Mi hermana le daba al
yakuza
unas palmaditas en el brazo y reía. Él, por su parte, fingía que le dolía y se estremecía de dolor haciendo gestos exagerados.

—Cállate.

Dong Zhen se dio cuenta de que me estaba enfadando y empezó burlarse de mí.

—¡Dios mío, os comportáis más como amantes que como hermanos!

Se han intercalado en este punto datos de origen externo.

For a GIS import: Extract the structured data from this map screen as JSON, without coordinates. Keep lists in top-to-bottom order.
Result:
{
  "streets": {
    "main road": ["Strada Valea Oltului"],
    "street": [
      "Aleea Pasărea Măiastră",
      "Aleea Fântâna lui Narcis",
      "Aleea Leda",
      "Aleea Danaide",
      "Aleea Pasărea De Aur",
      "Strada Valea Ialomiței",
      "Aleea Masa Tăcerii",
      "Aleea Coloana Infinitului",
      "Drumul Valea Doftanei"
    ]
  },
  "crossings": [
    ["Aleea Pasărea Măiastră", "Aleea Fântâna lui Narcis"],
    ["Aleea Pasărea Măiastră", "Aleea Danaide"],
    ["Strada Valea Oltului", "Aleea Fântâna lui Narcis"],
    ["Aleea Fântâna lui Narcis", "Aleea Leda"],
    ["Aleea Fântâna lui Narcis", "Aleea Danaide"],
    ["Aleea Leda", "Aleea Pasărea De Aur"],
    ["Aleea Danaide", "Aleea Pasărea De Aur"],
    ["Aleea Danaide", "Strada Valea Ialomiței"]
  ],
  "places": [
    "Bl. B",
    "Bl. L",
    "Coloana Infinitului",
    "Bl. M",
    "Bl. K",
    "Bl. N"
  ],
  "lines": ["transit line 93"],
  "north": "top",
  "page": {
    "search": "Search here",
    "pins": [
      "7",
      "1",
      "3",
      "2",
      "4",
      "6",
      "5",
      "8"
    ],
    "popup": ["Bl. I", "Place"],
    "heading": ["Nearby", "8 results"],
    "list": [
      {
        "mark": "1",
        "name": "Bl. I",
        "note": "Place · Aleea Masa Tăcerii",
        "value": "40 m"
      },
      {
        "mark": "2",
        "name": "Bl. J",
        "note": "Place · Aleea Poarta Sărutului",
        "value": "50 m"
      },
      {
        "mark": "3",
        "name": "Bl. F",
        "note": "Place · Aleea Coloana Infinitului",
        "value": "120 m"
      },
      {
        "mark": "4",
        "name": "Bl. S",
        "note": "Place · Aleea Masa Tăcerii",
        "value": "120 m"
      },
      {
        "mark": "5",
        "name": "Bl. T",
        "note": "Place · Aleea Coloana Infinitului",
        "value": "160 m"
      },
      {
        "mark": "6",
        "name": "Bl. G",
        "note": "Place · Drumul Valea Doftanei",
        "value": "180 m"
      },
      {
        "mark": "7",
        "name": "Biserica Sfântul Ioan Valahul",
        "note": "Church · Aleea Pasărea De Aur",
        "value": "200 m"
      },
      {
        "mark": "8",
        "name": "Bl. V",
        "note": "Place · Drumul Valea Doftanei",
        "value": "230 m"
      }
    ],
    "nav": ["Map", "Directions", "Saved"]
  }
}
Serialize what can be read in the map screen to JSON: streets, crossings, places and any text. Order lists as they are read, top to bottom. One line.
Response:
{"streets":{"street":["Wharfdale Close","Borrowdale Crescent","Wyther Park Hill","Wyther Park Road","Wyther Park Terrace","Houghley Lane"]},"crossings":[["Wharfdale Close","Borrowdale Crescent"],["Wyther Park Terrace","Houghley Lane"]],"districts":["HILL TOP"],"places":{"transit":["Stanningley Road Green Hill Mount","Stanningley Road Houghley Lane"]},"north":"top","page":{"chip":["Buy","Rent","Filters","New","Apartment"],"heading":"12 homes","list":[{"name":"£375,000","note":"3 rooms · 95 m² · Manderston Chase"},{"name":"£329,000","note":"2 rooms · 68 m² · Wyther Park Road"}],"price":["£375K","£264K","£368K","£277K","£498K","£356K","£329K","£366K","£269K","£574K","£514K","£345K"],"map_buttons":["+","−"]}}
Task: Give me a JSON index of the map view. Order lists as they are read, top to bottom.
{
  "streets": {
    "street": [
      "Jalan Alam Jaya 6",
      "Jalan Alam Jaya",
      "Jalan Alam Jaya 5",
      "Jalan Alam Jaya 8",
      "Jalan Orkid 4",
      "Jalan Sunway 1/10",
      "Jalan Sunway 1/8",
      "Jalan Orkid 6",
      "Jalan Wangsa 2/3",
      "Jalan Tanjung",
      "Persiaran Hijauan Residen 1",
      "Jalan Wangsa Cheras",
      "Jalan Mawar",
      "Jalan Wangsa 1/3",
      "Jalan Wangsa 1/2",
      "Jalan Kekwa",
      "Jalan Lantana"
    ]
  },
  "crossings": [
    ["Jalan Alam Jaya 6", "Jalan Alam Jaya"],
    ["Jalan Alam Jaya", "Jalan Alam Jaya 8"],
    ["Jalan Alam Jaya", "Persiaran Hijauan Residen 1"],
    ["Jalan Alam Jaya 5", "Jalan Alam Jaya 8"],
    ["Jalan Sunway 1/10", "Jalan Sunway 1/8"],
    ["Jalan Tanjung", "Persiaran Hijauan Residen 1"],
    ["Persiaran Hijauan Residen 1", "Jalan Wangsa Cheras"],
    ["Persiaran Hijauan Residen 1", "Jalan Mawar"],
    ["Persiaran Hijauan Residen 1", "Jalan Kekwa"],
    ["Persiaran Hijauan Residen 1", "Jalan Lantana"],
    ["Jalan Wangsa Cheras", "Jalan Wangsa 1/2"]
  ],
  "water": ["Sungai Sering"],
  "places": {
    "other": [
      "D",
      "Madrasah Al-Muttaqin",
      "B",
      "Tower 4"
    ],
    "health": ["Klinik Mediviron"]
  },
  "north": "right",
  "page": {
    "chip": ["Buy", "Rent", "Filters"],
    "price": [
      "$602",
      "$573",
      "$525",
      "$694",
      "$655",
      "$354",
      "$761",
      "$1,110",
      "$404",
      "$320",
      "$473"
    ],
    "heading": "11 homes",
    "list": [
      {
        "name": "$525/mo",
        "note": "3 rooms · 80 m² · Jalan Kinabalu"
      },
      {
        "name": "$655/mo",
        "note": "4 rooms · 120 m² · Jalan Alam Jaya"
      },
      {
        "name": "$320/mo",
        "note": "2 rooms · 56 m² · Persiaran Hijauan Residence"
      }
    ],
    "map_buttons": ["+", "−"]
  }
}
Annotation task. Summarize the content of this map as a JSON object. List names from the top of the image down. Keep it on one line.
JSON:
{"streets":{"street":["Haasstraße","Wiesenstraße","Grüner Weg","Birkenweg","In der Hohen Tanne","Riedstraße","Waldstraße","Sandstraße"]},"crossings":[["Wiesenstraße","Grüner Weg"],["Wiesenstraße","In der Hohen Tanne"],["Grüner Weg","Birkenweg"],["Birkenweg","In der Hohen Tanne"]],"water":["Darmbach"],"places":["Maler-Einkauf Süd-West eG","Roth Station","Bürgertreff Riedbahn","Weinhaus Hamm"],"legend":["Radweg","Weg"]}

Había tocado un punto sensible. Enrojecí de vergüenza. Sí, me avergonzaba admitirlo, pero le tenía mucho cariño a mi hermana. Cuando trabajaba en la fábrica, además de los hombres, había diez mujeres empleadas. Eran todas adolescentes. Se interesaban por mí y me seguían por todas partes, pero no me gustaban lo más mínimo. Ninguna le llegaba a la suela del zapato a Mei-kun.

—A este paso, tu hermana se marchará con el mafioso.

—Mei-kun no haría algo tan estúpido.

Nunca pensé que las palabras de Dong Zhen pudieran ser ciertas, pero cuando finalmente el tren llegó a la estación de Guangzhou, mi hermana saltó al andén con una expresión animada y me dijo con entusiasmo:

—Zhe-zhong, ¿te importa si nos despedimos delante de la estación?

Yo no daba crédito a lo que estaba oyendo.

—¿Estás segura? —le pregunté una y otra vez.

—Sí, ya he encontrado un trabajo —dijo con orgullo.

—¿Qué clase de trabajo?

—Un empleo en un hotel de primera clase.

Exhausto por el viaje de dos días y dos noches sin nada que comer, me tambaleé.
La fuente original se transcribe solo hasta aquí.